:: GIVEN ENTRIES ::

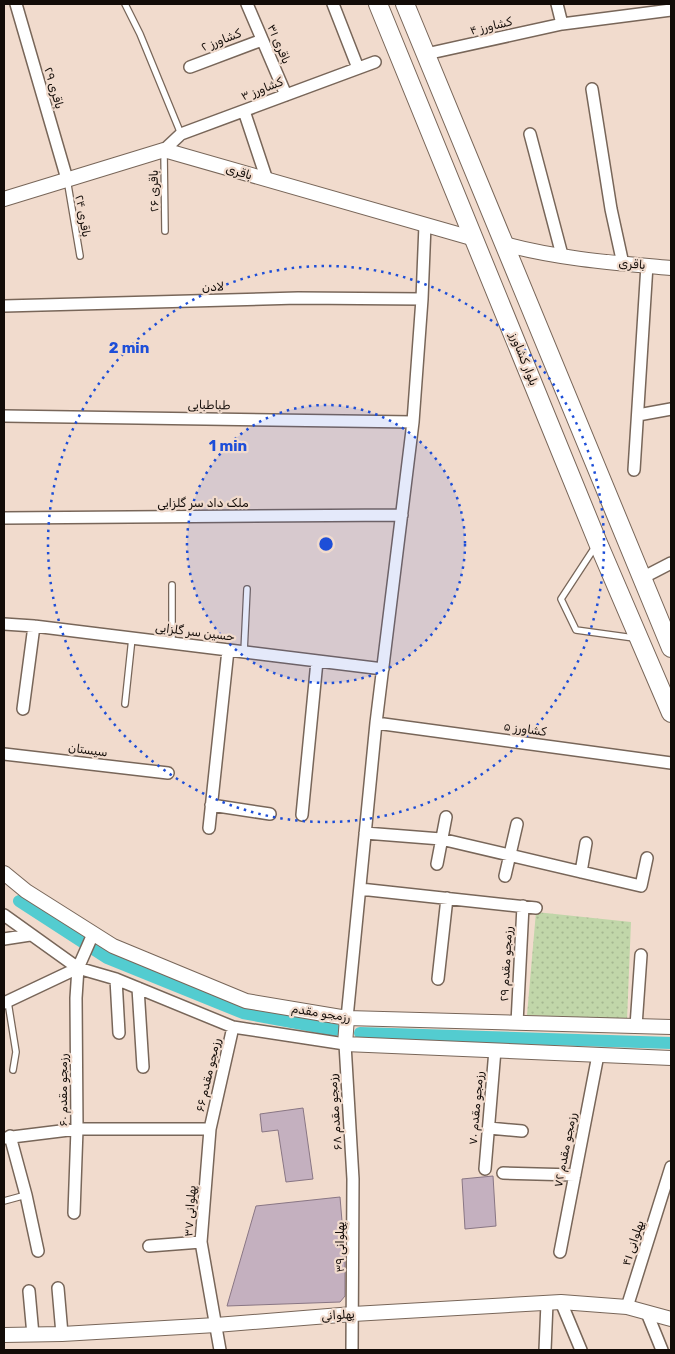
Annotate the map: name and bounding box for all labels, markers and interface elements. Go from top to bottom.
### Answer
street label: کشاورز ۴ [469,14,514,39]
street label: باقری ۳۱ [264,22,294,66]
street label: کشاورز ۲ [199,26,244,55]
street label: باقری ۲۹ [40,66,67,111]
street label: کشاورز ۳ [239,74,286,104]
street label: باقری [224,162,254,183]
street label: باقری ۲۶ [147,170,162,212]
street label: باقری ۲۴ [71,194,94,238]
street label: باقری [618,256,646,273]
street label: لادن [202,280,224,294]
street label: بلوار کشاورز [506,329,541,388]
text: 2 min [109,339,149,357]
street label: طباطبایی [187,398,231,413]
text: 1 min [209,437,247,455]
street label: ملک داد سر گلزایی [157,496,249,511]
centre of rings [317,535,335,553]
street label: حسین سر گلزایی [154,620,236,645]
street label: کشاورز ۵ [502,719,548,740]
street label: سیستان [67,741,109,759]
street label: رزمجو مقدم ۲۹ [497,926,517,1002]
street label: رزمجو مقدم [290,1001,352,1027]
street label: رزمجو مقدم ۶۶ [193,1037,225,1114]
street label: رزمجو مقدم ۶۰ [56,1054,72,1126]
street label: رزمجو مقدم ۷۰ [466,1070,488,1146]
street label: رزمجو مقدم ۶۸ [325,1073,347,1151]
street label: رزمجو مقدم ۷۲ [551,1111,581,1189]
street label: پهلوانی ۳۷ [181,1185,200,1237]
street label: پهلوانی ۴۱ [619,1219,648,1268]
street label: پهلوانی ۳۹ [333,1221,348,1273]
street label: پهلوانی [321,1307,355,1324]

:::

**DIRECTIONS FOR THIS TASK:** All lines with the word "پهلوانی" must be located in the data and copied.

**ANSWER TO THE PROBLEM:**
street label: پهلوانی ۳۷ [181,1185,200,1237]
street label: پهلوانی ۴۱ [619,1219,648,1268]
street label: پهلوانی ۳۹ [333,1221,348,1273]
street label: پهلوانی [321,1307,355,1324]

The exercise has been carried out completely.